Facciamoci un’idea anche della penuria di cibo durante gli anni del conflitto: La fame comincia a picchiar duro per le famiglie operaie e quelle del ceto medio impiegatizio, abituate a vivere del loro stipendio. Secondo una inchiesta sull’alimentazione degli italiani, condotta nella primavera del 1942 dall’università di Trieste, circa 2.500.000 di famiglie soffrono la fame «nel pieno senso fisiologico della parola» e almeno altrettante hanno un vitto insufficiente. Complessivamente, oltre il 40% del campione esaminato vive al di sotto del livello alimentare minimo. (P. Luzzatto Fegiz, Alimentazione e prezzi in tempo di guerra, pp. 94-95). Del medesimo periodo è un rapporto delle Questure stesse, che allertano il potere centrale di quanto sta succedendo: «Spesso i medici hanno constatato che gli operai sono diminuiti nel peso anche di 10 e 15 chili per cui la diagnosi è quella di deperimento organico», segnalando l’esistenza di una fascia di popolazione le cui condizioni sono ormai al limite della sopravvivenza (Questore di Bologna, 30 settembre 1942).

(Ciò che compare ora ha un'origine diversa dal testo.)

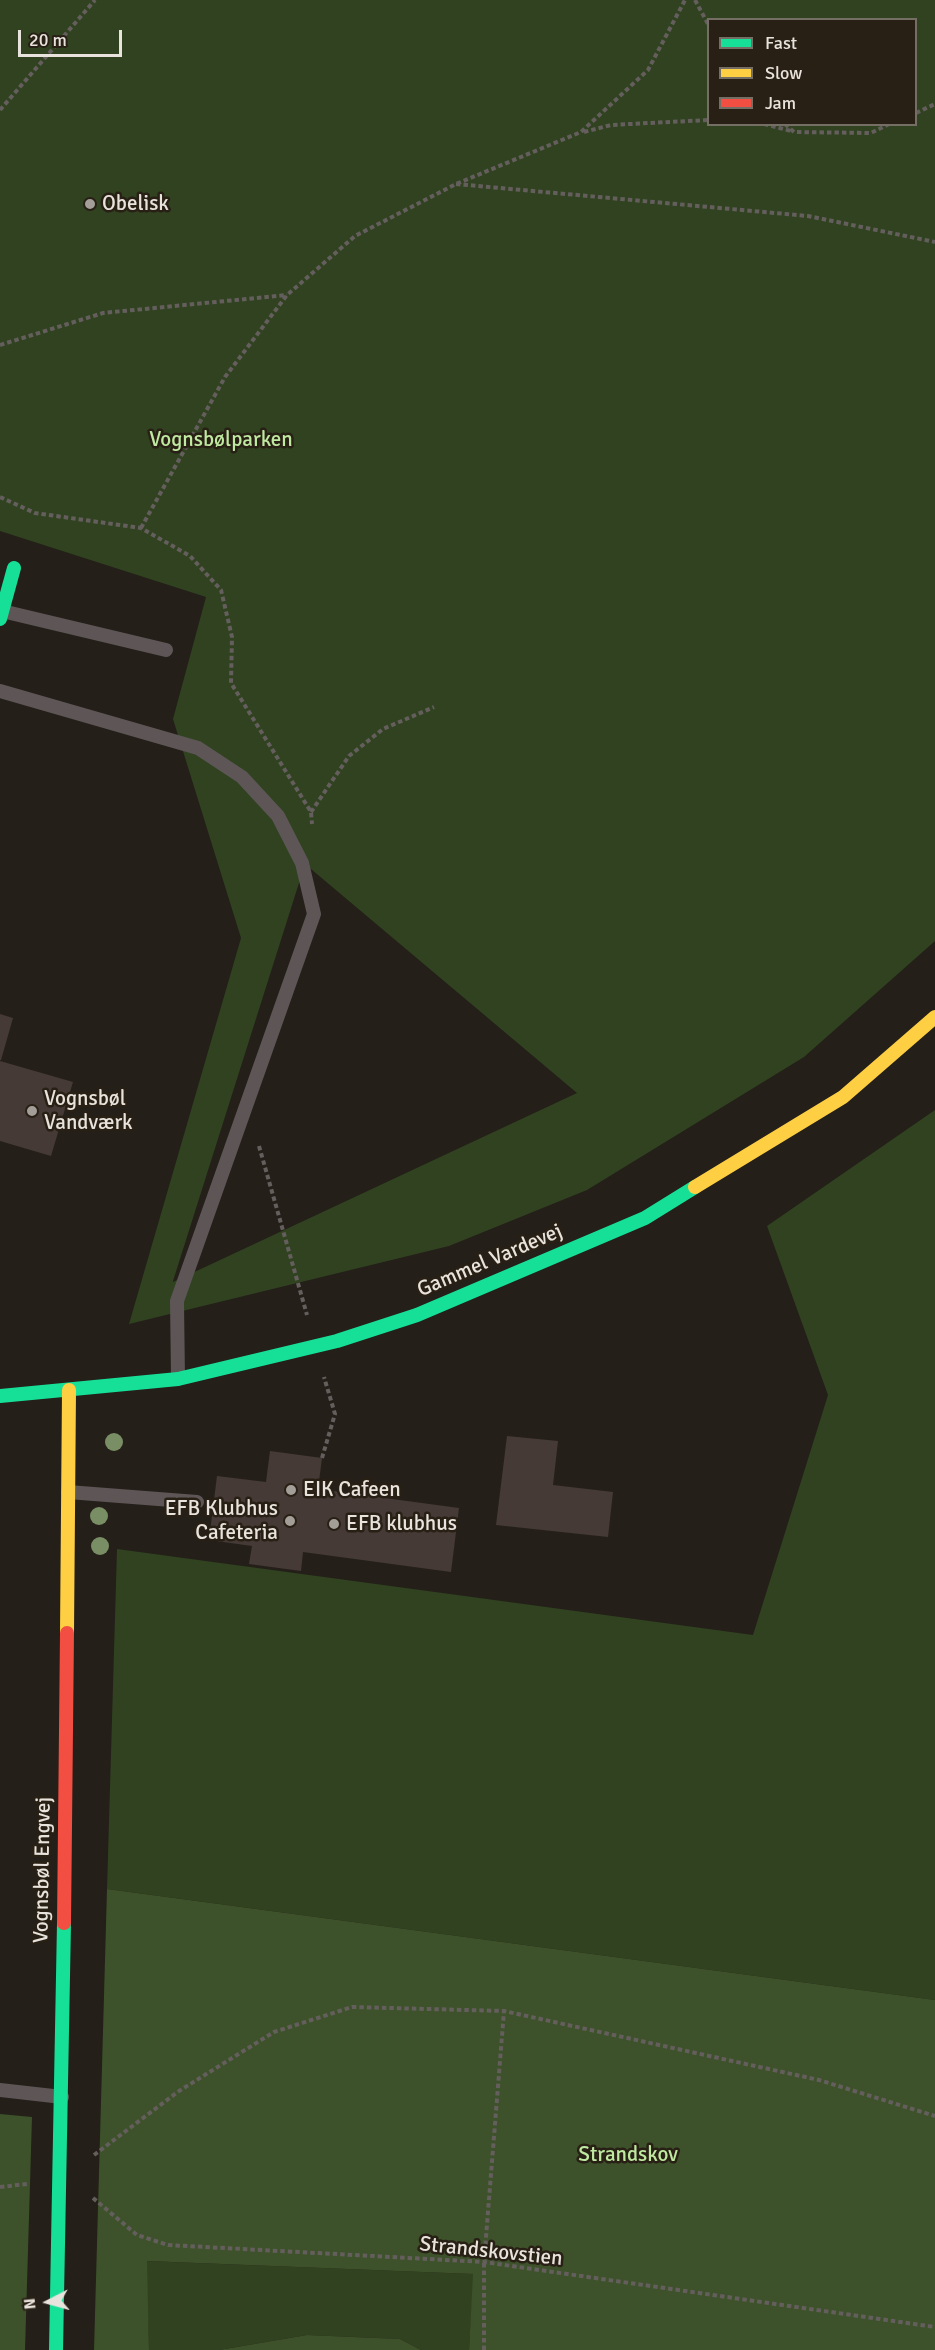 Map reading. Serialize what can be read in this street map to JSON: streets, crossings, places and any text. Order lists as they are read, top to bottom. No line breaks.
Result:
{"streets":{"street":["Gammel Vardevej","Vognsbøl Engvej"],"path":["Strandskovstien"]},"crossings":[["Gammel Vardevej","Vognsbøl Engvej"],["Vognsbøl Engvej","Strandskovstien"]],"parks":["Vognsbølparken","Strandskov"],"places":["Obelisk","Vognsbøl Vandværk","EIK Cafeen","EFB Klubhus Cafeteria","EFB klubhus"],"legend":["Fast","Slow","Jam"],"scale_bar":"20 m","north":"left"} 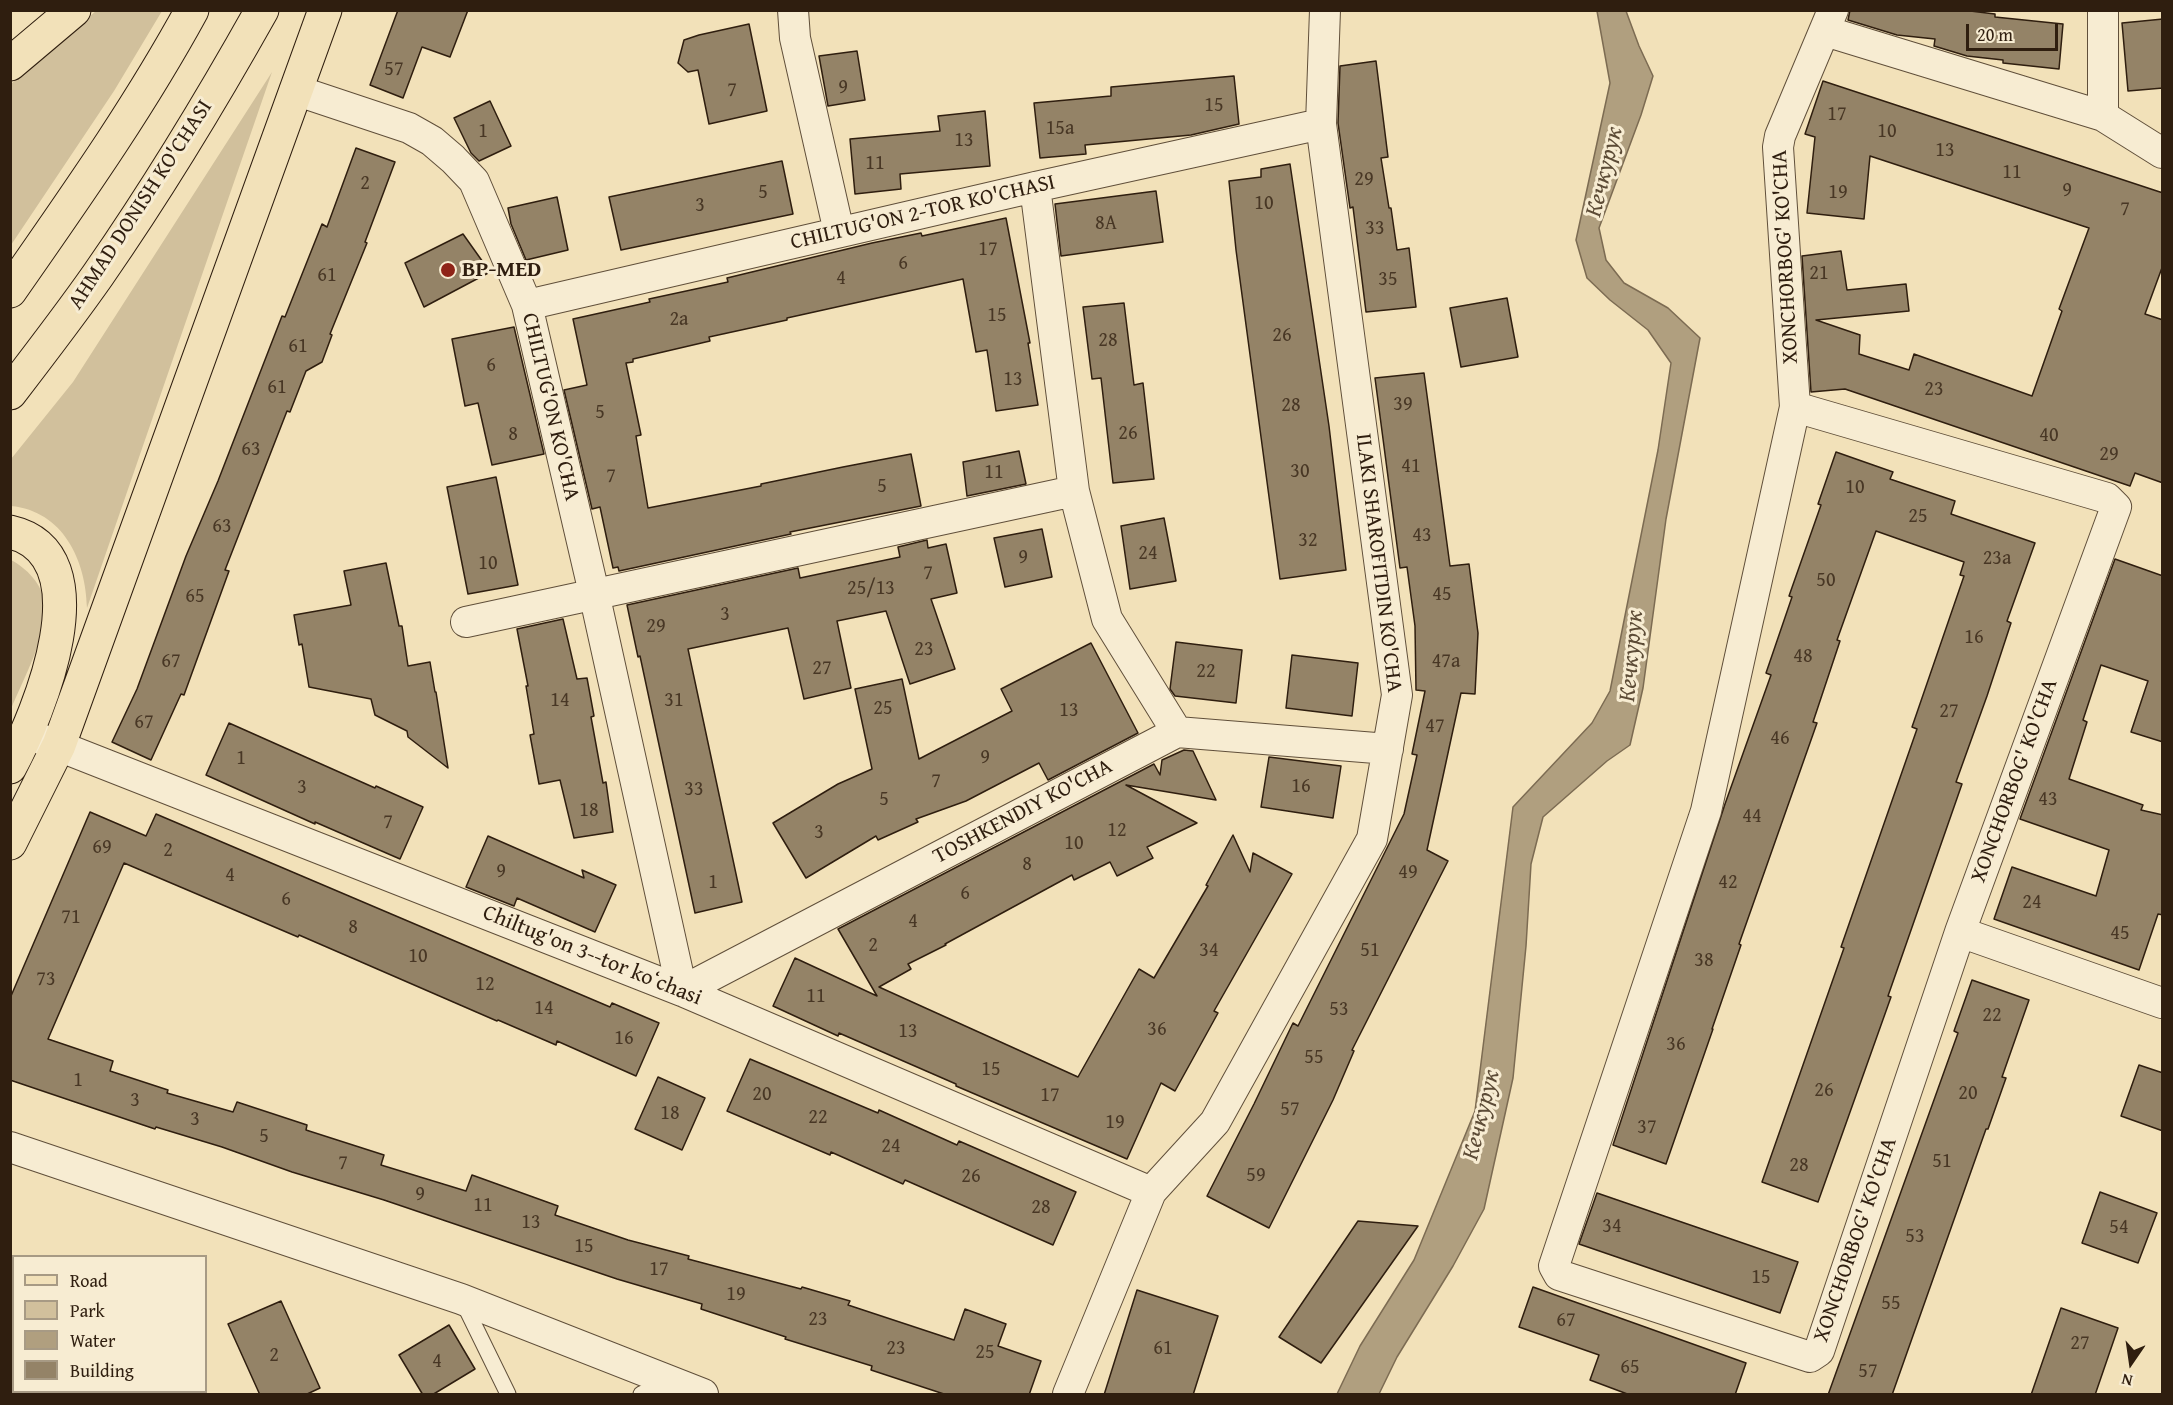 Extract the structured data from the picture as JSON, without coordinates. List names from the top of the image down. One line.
{"streets":{"main road":["AHMAD DONISH KO'CHASI"],"street":["CHILTUG'ON 2-TOR KO'CHASI","XONCHORBOG' KO'CHA","CHILTUG'ON KO'CHA","ILAKI SHAROFITDIN KO'CHA","TOSHKENDIY KO'CHA","Chiltug'on 3--tor koʻchasi"]},"crossings":[["CHILTUG'ON 2-TOR KO'CHASI","CHILTUG'ON KO'CHA"],["CHILTUG'ON 2-TOR KO'CHASI","ILAKI SHAROFITDIN KO'CHA"],["CHILTUG'ON KO'CHA","TOSHKENDIY KO'CHA"],["CHILTUG'ON KO'CHA","Chiltug'on 3--tor koʻchasi"],["ILAKI SHAROFITDIN KO'CHA","Chiltug'on 3--tor koʻchasi"],["TOSHKENDIY KO'CHA","Chiltug'on 3--tor koʻchasi"]],"water":["Кечкурук"],"places":["BP-MED"],"house_numbers":["57","9","7","15","17","15a","1","10","13","13","11","11","29","2","9","5","19","10","3","7","8А","33","17","6","21","61","4","35","15","2a","26","28","61","6","13","61","23","39","28","5","26","8","40","63","29","41","30","11","7","5","10","25","63","43","32","24","9","23a","10","7","50","25/13","45","65","3","29","16","23","48","67","47a","27","22","14","31","25","13","27","67","47","46","9","1","7","16","3","33","5","43","18","44","7","12","3","10","69","2","8","9","49","4","1","42","6","6","24","71","4","8","45","2","34","51","10","38","73","12","11","14","53","22","36","13","16","36","55","15","1","26","20","20","17","3","57","18","22","3","19","37","5","24","51","7","28","59","26","9","11","28","13","34","54","53","15","17","15","19","55","23","67","27","23","61","25","2","4","65","57"],"legend":["Road","Park","Water","Building"],"scale_bar":"20 m","north":"bottom"} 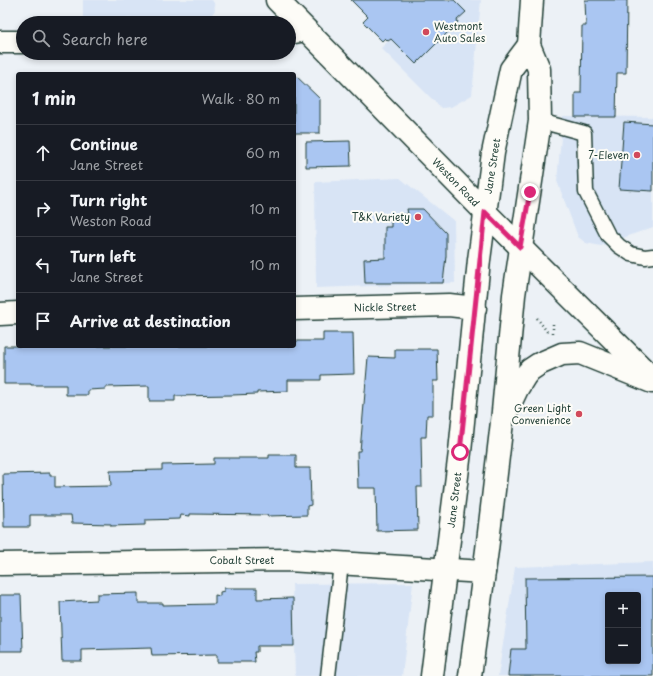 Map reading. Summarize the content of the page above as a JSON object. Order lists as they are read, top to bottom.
{
  "streets": {
    "main road": [
      "Jane Street",
      "Weston Road",
      "Nickle Street",
      "Cobalt Street"
    ]
  },
  "crossings": [
    ["Jane Street", "Weston Road"],
    ["Jane Street", "Nickle Street"],
    ["Jane Street", "Cobalt Street"]
  ],
  "places": [
    "Westmont Auto Sales",
    "7-Eleven",
    "T&K Variety",
    "Green Light Convenience"
  ],
  "page": {
    "search": "Search here",
    "heading": ["1 min", "Walk · 80 m"],
    "list": [
      ["Continue", "Jane Street", "60 m"],
      ["Turn right", "Weston Road", "10 m"],
      ["Turn left", "Jane Street", "10 m"],
      "Arrive at destination"
    ],
    "map_buttons": ["+", "−"]
  }
} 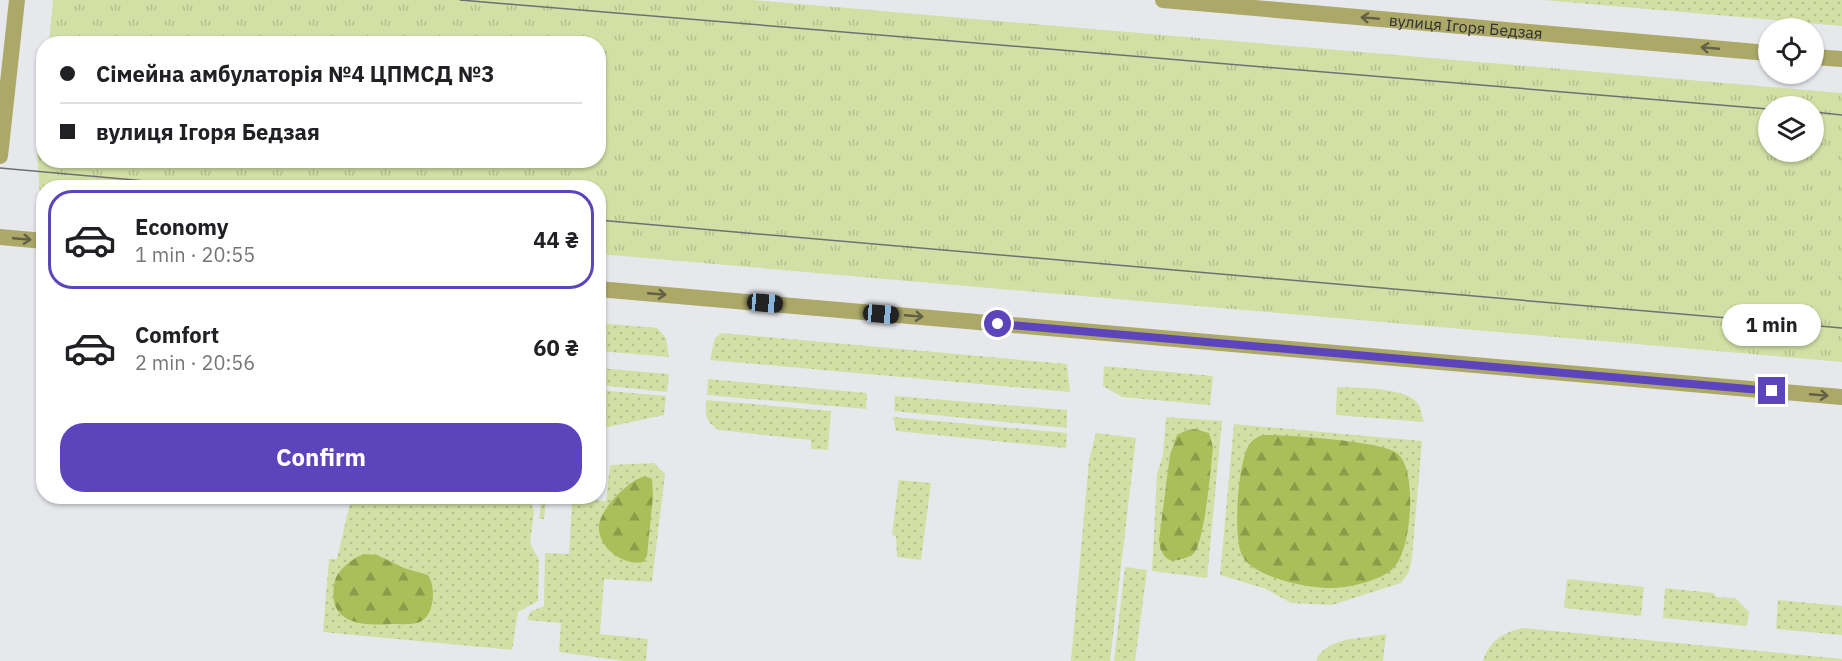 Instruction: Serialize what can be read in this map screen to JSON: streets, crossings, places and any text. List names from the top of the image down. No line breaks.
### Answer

Guerre a parte, non è che neanche gli altri periodi siano stati particolarmente prodighi di cibo in quantità e varietà: lo testimonia la cronicità dell’emigrazione che ha caratterizzato la nostra valle. Sarebbe ora di sfatare la leggenda della “buona e sana cucina della nonna", oppure quella osannata come "tradizionale", poiché, se si fa eccezione di brevi parentesi, il "popolo", ovvero la quasi totalità della popolazione non benestante, ha sempre consumato cibi scarsi e poveri di contenuti nutrizionali. Allora era il vino, con le sue “calorie vuote” a fornire quell’energia che mancava al cibo per corroborare gli animi, ma ne conosciamo purtroppo gli effetti. Le ricette culinarie cosiddette “tradizionali” potevano in realtà essere realizzate solo in ristretti nuclei familiari di ceto elevato. D'altronde i manuali di cucina erano scritti da cuochi o da operatori al servizio di aristocratici e potenti.
Chissà cosa ci direbbe di questo passato l’analisi critica dei libroni mastri dei nostri casolini, dove veniva registrata la spesa del “libréto” delle nostre famiglie, la carta di credito di allora. Quanti drammi, quanta mascherata normalità, talvolta quanta dignitosa miseria nascondevano quelle striminzite annotazioni di acquisto di beni primari. Sarebbe forse una storia da raccontare, prima che sparisse del tutto. Certo non sarebbe una storia gloriosa e perciò temo che non interesserebbe a nessuno.
Stiani le persone un po' "burrose" e in carne erano rare e invidiate, dato che la maggioranza era secca secca e più conforme ai nostri correnti dettami estetici. La palestra e la cyclette erano gratis e al peso forma era più difficile arrivarci salendo che scendendo. Allora chi era misso veniva compatito, prova ne sia che per le nostre mamme l'obiettivo principale era: Chèl magne! Talvolta penso che la facilità con cui acquistiamo peso sia frutto dell'efficientissima selezione genetica e secoli di necessità di far tesoro di ogni caloria.